_Work required_
Filter this listing down to the lines that contain the word "fabs", and copy them.

══════════

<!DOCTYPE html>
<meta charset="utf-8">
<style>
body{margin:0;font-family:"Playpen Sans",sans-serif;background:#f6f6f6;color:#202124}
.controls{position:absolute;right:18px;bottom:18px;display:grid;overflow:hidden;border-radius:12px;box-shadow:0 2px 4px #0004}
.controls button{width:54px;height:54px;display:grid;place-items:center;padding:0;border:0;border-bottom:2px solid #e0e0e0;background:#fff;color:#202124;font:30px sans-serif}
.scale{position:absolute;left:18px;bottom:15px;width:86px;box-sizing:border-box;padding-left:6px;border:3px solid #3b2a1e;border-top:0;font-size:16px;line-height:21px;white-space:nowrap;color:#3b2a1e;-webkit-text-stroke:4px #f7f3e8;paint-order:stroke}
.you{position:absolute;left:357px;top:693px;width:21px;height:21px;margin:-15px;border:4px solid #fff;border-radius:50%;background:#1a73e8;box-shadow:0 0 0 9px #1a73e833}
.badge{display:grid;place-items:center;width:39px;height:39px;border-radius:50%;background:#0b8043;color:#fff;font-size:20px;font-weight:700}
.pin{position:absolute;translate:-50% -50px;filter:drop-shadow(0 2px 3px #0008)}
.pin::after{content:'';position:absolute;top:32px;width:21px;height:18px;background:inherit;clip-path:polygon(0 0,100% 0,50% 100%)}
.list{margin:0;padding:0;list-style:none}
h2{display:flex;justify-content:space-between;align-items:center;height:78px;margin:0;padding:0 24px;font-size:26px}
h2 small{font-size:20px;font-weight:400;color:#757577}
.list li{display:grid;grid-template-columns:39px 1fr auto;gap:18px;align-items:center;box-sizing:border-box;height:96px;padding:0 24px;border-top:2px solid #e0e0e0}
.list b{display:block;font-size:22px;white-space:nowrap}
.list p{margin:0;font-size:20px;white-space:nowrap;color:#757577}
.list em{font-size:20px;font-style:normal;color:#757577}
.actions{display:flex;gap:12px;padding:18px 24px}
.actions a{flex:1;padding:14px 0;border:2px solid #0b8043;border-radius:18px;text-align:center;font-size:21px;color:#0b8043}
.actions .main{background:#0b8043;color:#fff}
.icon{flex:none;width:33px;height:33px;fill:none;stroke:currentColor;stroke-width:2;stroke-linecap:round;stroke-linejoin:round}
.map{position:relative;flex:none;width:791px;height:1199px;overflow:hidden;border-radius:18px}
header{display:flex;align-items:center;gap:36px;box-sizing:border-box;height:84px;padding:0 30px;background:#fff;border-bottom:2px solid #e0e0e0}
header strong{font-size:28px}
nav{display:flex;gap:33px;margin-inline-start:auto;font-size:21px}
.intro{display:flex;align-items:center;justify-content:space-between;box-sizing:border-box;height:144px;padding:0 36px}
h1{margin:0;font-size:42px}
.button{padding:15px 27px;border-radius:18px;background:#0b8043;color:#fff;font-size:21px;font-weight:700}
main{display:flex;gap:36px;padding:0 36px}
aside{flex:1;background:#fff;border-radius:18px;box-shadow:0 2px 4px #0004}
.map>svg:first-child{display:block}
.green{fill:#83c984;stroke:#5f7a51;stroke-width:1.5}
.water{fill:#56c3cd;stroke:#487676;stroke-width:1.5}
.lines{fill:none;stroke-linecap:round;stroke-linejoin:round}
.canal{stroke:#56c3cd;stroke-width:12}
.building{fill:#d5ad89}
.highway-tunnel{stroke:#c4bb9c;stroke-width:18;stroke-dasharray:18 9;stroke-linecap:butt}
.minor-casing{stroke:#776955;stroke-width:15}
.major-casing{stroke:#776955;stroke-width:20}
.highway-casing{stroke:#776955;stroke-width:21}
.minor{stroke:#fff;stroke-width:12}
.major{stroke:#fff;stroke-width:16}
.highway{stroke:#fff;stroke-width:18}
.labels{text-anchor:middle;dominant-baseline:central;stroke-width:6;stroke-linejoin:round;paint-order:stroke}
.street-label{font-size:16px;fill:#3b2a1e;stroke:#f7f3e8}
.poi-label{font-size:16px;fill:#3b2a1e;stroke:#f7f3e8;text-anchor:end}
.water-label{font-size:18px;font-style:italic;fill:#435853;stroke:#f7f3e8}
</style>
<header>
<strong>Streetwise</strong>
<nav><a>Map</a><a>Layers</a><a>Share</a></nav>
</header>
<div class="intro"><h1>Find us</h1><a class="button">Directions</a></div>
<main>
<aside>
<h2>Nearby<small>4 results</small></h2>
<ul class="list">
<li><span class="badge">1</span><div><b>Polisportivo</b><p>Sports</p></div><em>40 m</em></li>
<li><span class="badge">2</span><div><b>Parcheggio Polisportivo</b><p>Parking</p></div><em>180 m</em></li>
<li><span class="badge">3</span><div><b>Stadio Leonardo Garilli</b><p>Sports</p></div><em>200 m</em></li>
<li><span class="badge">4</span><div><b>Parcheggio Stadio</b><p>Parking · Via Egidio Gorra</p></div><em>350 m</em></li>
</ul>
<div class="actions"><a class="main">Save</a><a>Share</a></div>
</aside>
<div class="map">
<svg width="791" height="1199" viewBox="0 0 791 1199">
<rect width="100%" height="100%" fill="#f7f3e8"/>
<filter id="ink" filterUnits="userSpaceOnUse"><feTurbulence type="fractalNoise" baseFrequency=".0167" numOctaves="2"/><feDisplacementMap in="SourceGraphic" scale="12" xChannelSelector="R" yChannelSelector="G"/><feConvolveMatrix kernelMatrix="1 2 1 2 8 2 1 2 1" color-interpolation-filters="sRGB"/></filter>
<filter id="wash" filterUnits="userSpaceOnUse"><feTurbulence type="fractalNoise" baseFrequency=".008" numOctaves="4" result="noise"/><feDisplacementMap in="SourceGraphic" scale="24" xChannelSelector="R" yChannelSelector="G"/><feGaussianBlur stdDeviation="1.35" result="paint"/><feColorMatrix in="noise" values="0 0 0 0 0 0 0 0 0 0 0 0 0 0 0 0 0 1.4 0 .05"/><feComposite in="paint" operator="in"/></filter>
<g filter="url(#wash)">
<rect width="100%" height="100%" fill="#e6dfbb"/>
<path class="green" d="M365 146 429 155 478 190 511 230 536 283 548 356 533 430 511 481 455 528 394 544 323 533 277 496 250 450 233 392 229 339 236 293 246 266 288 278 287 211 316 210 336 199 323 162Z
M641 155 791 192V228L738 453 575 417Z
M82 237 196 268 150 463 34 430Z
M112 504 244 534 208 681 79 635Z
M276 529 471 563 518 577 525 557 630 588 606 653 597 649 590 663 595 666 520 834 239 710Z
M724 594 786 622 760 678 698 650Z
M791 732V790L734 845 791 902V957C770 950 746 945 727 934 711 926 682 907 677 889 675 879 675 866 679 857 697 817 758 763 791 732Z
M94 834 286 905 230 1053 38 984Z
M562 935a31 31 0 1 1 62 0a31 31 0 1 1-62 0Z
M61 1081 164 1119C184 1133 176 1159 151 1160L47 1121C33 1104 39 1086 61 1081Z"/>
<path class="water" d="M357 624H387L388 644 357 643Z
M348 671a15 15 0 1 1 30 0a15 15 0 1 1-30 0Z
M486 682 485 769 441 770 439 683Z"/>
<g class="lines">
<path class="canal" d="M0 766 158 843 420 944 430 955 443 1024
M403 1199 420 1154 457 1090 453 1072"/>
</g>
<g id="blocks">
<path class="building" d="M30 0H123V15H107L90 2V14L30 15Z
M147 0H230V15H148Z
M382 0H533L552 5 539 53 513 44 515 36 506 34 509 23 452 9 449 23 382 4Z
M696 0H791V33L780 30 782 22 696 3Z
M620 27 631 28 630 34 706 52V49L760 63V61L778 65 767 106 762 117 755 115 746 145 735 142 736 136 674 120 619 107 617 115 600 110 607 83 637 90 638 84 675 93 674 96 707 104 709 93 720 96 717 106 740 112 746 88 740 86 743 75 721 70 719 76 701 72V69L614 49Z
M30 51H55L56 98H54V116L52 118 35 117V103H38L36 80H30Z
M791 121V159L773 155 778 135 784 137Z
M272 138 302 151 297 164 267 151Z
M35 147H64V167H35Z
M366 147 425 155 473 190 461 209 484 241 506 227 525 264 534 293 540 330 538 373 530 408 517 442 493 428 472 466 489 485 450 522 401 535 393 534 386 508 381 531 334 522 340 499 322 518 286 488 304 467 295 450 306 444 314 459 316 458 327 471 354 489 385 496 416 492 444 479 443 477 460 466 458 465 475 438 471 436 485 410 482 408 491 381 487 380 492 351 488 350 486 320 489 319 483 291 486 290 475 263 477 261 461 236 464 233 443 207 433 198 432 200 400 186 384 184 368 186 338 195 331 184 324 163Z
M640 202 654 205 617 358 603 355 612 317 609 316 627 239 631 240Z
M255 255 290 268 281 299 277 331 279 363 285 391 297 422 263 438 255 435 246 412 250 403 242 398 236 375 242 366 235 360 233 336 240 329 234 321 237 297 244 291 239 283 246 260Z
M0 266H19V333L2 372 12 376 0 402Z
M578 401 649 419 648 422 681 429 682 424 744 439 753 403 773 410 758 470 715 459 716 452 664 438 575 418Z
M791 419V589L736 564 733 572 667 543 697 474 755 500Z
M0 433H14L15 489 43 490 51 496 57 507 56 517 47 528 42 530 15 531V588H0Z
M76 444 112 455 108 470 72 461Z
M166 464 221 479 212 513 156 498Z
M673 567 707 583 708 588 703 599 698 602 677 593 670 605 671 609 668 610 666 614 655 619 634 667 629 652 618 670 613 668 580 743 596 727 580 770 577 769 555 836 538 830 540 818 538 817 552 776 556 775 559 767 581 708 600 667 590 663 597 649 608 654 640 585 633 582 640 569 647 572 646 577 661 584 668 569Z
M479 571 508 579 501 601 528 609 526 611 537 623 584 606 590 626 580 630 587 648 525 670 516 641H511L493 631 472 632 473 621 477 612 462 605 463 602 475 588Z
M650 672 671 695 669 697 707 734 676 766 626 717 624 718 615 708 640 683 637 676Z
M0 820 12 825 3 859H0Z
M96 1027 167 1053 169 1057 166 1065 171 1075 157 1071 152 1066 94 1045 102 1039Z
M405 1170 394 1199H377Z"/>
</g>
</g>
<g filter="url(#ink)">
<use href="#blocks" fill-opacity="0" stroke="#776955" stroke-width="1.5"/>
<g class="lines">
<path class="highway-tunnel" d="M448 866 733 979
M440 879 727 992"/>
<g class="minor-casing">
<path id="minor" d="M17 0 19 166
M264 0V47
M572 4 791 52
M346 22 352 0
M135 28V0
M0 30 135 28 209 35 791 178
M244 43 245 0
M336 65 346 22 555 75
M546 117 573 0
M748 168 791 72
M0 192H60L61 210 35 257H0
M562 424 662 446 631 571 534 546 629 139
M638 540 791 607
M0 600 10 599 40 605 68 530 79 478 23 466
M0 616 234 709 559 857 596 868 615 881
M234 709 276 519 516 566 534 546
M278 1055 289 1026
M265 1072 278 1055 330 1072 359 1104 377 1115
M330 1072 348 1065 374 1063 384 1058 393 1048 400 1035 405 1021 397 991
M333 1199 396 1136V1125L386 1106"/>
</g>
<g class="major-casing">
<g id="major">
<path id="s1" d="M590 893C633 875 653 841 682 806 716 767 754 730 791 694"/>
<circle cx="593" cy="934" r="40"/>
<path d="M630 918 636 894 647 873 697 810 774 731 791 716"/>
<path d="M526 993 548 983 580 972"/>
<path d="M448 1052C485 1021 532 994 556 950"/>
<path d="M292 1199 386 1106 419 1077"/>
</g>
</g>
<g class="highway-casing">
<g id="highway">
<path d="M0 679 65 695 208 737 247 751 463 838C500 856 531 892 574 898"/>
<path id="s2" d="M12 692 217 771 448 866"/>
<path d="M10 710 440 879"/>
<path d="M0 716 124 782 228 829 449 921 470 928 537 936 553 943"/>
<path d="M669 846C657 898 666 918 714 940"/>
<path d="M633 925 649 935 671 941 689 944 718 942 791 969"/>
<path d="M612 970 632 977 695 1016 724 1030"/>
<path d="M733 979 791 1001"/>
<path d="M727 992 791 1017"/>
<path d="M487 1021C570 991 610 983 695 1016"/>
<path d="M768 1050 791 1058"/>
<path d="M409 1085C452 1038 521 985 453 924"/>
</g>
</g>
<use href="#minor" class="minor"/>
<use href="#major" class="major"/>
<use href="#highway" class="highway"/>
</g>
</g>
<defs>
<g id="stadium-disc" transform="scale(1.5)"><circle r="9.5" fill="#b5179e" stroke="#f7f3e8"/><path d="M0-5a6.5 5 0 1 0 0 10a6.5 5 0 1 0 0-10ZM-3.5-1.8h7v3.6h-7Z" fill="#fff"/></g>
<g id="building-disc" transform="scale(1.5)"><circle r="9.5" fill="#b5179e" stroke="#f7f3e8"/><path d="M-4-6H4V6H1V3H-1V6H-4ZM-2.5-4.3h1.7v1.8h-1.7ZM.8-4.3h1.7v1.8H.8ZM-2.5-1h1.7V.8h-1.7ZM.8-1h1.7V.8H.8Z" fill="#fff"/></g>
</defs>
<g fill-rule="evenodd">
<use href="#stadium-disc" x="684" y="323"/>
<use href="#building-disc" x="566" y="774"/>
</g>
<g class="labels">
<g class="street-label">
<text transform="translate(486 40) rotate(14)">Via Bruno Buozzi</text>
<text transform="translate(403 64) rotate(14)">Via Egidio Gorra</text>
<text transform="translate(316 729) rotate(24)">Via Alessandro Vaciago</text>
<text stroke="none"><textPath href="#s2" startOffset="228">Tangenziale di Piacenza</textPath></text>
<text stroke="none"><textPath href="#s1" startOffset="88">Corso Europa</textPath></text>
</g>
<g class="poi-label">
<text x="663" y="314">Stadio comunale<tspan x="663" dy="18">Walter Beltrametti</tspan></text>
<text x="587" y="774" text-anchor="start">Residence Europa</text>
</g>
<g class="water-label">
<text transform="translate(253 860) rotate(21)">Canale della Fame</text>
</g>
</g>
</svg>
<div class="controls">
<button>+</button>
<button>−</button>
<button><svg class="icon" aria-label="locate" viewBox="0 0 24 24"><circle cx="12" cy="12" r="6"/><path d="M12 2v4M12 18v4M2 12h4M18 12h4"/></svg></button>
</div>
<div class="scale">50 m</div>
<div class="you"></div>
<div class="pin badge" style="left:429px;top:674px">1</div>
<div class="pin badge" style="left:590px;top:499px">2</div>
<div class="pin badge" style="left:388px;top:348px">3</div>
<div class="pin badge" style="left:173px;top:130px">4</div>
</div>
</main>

══════════

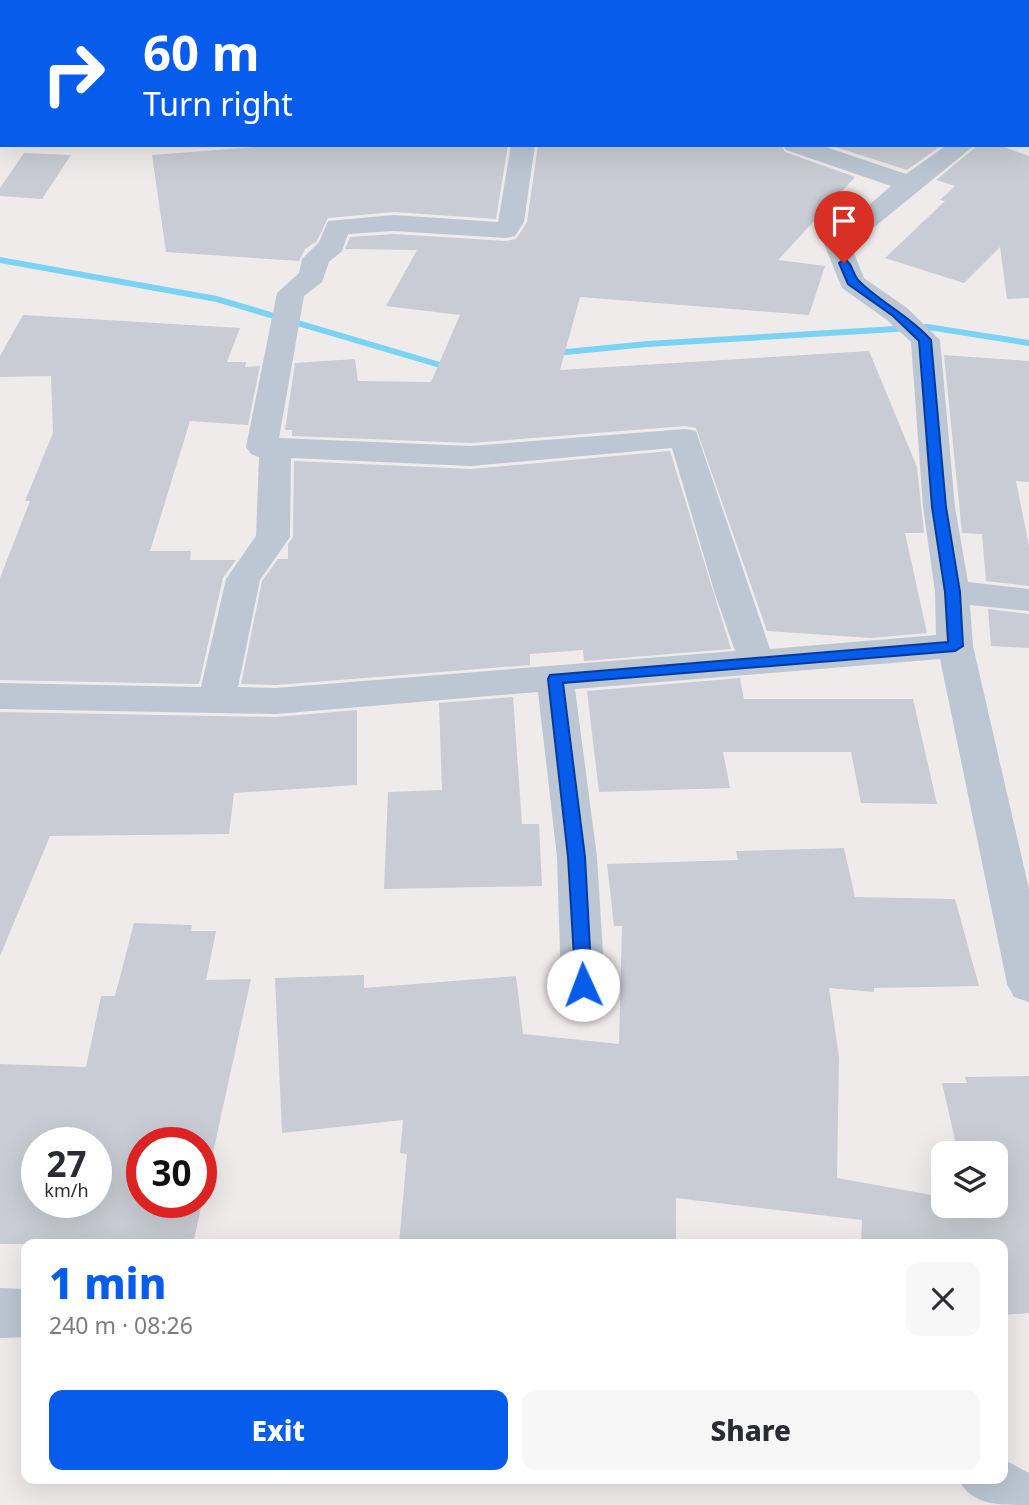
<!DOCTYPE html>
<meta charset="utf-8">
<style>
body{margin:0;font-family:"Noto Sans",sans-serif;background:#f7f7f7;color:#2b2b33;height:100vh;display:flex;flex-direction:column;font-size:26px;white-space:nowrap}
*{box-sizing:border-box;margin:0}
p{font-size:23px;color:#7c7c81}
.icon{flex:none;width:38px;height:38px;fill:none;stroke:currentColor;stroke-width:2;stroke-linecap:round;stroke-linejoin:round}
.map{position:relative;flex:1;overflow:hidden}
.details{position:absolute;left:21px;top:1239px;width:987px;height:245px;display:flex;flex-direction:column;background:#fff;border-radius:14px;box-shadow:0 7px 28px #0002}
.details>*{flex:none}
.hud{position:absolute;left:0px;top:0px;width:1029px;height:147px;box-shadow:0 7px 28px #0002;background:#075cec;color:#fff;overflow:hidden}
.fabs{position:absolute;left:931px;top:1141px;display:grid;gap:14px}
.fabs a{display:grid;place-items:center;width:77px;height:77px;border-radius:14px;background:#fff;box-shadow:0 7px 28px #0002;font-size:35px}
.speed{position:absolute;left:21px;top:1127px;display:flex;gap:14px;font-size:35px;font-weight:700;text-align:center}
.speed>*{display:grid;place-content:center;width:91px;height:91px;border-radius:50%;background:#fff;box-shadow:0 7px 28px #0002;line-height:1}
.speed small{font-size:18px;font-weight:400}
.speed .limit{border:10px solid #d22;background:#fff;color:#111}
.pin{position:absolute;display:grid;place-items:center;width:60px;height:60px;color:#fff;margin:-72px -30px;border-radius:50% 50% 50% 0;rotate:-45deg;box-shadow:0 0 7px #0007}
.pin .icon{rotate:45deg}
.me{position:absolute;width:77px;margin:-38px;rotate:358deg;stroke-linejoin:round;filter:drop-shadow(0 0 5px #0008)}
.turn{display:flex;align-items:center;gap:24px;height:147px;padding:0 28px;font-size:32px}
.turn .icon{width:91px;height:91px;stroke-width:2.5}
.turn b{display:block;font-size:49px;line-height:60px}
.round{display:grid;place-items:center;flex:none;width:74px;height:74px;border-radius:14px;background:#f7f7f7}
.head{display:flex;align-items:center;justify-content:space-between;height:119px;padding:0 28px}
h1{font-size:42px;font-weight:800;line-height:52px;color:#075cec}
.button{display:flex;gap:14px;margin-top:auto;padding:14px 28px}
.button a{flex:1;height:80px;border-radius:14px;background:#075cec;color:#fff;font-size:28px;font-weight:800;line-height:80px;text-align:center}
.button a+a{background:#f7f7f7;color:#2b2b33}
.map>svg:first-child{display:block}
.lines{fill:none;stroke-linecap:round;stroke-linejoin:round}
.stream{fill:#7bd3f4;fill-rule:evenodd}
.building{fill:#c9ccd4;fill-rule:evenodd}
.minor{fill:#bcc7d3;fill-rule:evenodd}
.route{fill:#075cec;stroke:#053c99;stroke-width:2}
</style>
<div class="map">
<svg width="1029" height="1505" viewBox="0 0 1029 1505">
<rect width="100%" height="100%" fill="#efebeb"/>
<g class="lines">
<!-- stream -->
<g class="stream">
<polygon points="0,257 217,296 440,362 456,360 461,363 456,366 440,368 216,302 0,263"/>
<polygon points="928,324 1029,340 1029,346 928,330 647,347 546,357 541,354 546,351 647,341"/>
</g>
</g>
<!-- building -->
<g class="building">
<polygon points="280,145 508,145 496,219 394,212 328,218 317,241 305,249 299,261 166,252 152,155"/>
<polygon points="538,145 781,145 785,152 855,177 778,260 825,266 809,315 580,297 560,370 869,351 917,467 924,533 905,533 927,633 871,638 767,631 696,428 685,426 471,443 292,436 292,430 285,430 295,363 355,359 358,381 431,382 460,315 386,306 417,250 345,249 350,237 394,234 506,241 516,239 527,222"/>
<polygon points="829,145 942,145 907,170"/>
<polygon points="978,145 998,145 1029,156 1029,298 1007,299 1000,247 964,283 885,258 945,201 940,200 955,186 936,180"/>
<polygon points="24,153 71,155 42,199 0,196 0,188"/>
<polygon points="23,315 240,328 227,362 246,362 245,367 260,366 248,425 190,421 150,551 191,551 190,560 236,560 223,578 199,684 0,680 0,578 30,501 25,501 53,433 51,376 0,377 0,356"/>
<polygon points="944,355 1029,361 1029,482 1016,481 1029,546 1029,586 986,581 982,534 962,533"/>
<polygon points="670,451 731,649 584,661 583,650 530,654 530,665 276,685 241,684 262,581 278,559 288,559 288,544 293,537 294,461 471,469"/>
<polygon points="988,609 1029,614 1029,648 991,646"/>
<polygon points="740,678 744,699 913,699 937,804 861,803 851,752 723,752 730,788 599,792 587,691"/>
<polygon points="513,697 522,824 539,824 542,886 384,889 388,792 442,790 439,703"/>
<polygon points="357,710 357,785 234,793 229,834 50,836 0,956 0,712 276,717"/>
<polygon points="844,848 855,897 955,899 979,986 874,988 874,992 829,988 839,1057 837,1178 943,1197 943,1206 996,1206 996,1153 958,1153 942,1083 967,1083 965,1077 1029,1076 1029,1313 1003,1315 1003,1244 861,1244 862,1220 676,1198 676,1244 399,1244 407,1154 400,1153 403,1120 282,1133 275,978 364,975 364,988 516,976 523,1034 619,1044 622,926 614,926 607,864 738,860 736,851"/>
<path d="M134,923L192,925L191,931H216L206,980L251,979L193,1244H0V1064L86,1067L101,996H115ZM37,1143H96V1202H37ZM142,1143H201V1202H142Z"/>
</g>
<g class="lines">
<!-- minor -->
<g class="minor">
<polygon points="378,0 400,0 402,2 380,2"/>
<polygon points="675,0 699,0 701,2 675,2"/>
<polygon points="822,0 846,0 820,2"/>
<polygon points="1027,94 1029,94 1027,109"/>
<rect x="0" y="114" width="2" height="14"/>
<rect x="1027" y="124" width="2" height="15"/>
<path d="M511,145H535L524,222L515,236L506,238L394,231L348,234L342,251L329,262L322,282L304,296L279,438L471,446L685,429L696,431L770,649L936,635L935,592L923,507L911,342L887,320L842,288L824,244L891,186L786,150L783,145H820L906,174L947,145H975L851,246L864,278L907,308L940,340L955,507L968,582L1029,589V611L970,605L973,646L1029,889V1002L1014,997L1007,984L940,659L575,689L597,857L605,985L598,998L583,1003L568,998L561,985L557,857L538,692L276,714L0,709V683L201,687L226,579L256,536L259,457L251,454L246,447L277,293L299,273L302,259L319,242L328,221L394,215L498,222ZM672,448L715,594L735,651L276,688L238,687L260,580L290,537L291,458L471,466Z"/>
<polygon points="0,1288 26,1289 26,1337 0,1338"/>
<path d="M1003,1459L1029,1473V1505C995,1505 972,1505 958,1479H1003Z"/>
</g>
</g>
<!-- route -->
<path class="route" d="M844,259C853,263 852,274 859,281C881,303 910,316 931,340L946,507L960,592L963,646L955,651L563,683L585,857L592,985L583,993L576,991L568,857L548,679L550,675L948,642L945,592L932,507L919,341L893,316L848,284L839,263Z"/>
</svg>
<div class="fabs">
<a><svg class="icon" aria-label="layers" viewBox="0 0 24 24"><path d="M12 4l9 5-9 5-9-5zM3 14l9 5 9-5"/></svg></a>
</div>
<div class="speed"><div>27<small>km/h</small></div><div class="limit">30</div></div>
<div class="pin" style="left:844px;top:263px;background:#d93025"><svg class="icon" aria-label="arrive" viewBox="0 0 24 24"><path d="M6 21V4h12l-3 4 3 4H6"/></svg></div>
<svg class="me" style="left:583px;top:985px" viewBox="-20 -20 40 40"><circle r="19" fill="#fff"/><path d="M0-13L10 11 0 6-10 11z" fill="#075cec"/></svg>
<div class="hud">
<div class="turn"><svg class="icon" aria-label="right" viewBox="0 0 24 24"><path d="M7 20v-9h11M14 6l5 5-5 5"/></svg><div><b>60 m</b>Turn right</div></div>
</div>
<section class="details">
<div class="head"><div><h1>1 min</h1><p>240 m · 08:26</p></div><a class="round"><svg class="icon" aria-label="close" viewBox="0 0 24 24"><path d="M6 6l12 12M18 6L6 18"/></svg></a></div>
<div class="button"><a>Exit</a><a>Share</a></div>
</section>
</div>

══════════

_Written answer_
.fabs{position:absolute;left:931px;top:1141px;display:grid;gap:14px}
.fabs a{display:grid;place-items:center;width:77px;height:77px;border-radius:14px;background:#fff;box-shadow:0 7px 28px #0002;font-size:35px}
<div class="fabs">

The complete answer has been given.